● What the task requires
Word for word, restate the lines from the start of the data below through the line containing "context.font = font".

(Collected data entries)
◇ ◇ ◇

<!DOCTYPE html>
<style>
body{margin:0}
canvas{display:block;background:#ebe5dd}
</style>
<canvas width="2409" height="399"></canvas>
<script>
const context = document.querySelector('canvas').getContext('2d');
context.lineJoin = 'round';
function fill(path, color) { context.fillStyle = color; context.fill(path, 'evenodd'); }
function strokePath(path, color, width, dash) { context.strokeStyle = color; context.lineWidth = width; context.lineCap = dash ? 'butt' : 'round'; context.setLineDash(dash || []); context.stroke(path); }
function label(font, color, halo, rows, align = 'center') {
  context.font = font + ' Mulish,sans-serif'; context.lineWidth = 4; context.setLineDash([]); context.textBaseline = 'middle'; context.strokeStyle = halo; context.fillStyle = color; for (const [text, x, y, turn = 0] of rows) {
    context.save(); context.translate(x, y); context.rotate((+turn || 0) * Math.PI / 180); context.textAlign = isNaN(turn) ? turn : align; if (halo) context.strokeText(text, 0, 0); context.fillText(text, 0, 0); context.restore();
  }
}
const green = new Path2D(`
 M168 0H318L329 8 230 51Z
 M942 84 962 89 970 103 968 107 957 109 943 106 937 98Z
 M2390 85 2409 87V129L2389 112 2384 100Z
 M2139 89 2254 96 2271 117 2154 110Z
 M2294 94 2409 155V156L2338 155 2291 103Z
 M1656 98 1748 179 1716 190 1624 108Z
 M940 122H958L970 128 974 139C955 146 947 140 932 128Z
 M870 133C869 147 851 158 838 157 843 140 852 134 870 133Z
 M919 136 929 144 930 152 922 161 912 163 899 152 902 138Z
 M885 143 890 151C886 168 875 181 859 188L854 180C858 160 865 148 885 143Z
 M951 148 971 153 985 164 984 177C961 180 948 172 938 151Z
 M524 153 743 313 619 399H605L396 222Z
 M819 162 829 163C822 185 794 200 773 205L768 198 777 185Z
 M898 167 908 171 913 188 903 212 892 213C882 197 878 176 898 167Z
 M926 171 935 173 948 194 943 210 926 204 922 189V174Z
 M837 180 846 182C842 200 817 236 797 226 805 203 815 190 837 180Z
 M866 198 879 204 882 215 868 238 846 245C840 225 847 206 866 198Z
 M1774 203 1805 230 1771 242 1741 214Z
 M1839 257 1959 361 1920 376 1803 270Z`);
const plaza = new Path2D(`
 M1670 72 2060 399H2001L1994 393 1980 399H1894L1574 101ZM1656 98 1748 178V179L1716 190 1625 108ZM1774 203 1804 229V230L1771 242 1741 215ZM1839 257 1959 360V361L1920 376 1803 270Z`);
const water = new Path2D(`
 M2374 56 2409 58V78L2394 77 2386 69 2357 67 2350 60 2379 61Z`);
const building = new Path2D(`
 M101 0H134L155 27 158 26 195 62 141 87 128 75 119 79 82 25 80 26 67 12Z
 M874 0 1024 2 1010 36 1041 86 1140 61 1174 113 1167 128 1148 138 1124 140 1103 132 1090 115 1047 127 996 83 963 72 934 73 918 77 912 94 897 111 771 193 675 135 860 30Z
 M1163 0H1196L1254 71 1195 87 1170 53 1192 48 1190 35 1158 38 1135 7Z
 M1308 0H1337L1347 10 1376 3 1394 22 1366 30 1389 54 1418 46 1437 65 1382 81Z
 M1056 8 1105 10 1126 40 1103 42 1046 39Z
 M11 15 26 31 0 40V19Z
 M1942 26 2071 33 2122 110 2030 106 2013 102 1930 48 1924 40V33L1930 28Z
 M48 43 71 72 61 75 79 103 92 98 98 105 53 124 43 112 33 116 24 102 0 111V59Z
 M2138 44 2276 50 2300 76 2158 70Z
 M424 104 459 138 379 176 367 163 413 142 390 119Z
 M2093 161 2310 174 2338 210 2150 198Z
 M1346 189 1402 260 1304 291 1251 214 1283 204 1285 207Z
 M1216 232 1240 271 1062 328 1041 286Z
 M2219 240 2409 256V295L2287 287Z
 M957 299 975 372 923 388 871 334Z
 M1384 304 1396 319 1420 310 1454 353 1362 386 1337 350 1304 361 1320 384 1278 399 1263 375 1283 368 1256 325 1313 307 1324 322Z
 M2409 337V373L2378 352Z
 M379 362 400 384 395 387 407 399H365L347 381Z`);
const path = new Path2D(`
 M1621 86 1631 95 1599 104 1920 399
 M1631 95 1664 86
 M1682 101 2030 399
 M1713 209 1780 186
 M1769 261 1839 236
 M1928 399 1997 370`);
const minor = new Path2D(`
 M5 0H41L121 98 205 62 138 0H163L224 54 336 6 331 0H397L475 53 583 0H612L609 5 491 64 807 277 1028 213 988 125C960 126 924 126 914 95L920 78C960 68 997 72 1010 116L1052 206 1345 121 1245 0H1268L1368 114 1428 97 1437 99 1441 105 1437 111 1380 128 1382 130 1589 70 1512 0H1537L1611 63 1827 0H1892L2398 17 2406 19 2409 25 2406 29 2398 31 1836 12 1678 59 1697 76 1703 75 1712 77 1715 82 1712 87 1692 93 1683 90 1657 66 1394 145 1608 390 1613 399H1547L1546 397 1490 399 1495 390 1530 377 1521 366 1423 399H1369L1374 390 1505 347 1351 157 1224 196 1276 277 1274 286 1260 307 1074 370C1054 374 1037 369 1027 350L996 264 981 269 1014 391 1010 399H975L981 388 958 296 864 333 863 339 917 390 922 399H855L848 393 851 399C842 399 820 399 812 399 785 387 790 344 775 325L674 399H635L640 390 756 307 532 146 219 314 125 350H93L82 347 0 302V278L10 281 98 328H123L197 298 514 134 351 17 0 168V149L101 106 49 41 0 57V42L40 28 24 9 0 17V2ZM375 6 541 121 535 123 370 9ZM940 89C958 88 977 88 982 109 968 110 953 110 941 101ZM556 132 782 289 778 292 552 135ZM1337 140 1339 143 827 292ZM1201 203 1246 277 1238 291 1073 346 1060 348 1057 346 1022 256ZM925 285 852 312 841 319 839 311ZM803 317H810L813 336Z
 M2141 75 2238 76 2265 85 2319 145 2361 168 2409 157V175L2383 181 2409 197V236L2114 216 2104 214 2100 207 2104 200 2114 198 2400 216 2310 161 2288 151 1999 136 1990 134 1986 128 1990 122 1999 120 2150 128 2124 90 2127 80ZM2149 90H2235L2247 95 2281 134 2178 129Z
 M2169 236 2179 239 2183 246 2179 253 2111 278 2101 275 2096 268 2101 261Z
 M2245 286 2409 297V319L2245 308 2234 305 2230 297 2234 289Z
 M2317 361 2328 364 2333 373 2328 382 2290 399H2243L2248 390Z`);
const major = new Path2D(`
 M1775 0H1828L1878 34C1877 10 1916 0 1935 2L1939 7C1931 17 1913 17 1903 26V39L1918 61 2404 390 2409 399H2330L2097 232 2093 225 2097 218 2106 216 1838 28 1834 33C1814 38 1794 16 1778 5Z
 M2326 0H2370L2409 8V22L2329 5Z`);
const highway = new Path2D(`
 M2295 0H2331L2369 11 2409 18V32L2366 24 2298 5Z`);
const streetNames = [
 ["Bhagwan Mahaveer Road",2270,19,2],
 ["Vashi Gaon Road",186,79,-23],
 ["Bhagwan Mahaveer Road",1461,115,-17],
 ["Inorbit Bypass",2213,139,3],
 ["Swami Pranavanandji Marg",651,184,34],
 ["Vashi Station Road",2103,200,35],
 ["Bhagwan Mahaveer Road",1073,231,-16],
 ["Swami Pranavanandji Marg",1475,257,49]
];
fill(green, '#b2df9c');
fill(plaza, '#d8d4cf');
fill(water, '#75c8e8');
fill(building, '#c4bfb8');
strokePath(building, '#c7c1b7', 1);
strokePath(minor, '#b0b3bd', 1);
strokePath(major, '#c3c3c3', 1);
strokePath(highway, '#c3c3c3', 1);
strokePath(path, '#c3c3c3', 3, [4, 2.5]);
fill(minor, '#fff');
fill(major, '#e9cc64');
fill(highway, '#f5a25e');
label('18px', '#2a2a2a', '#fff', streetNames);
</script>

◇ ◇ ◇

● Result of this task
<!DOCTYPE html>
<style>
body{margin:0}
canvas{display:block;background:#ebe5dd}
</style>
<canvas width="2409" height="399"></canvas>
<script>
const context = document.querySelector('canvas').getContext('2d');
context.lineJoin = 'round';
function fill(path, color) { context.fillStyle = color; context.fill(path, 'evenodd'); }
function strokePath(path, color, width, dash) { context.strokeStyle = color; context.lineWidth = width; context.lineCap = dash ? 'butt' : 'round'; context.setLineDash(dash || []); context.stroke(path); }
function label(font, color, halo, rows, align = 'center') {
  context.font = font + ' Mulish,sans-serif'; context.lineWidth = 4; context.setLineDash([]); context.textBaseline = 'middle'; context.strokeStyle = halo; context.fillStyle = color; for (const [text, x, y, turn = 0] of rows) {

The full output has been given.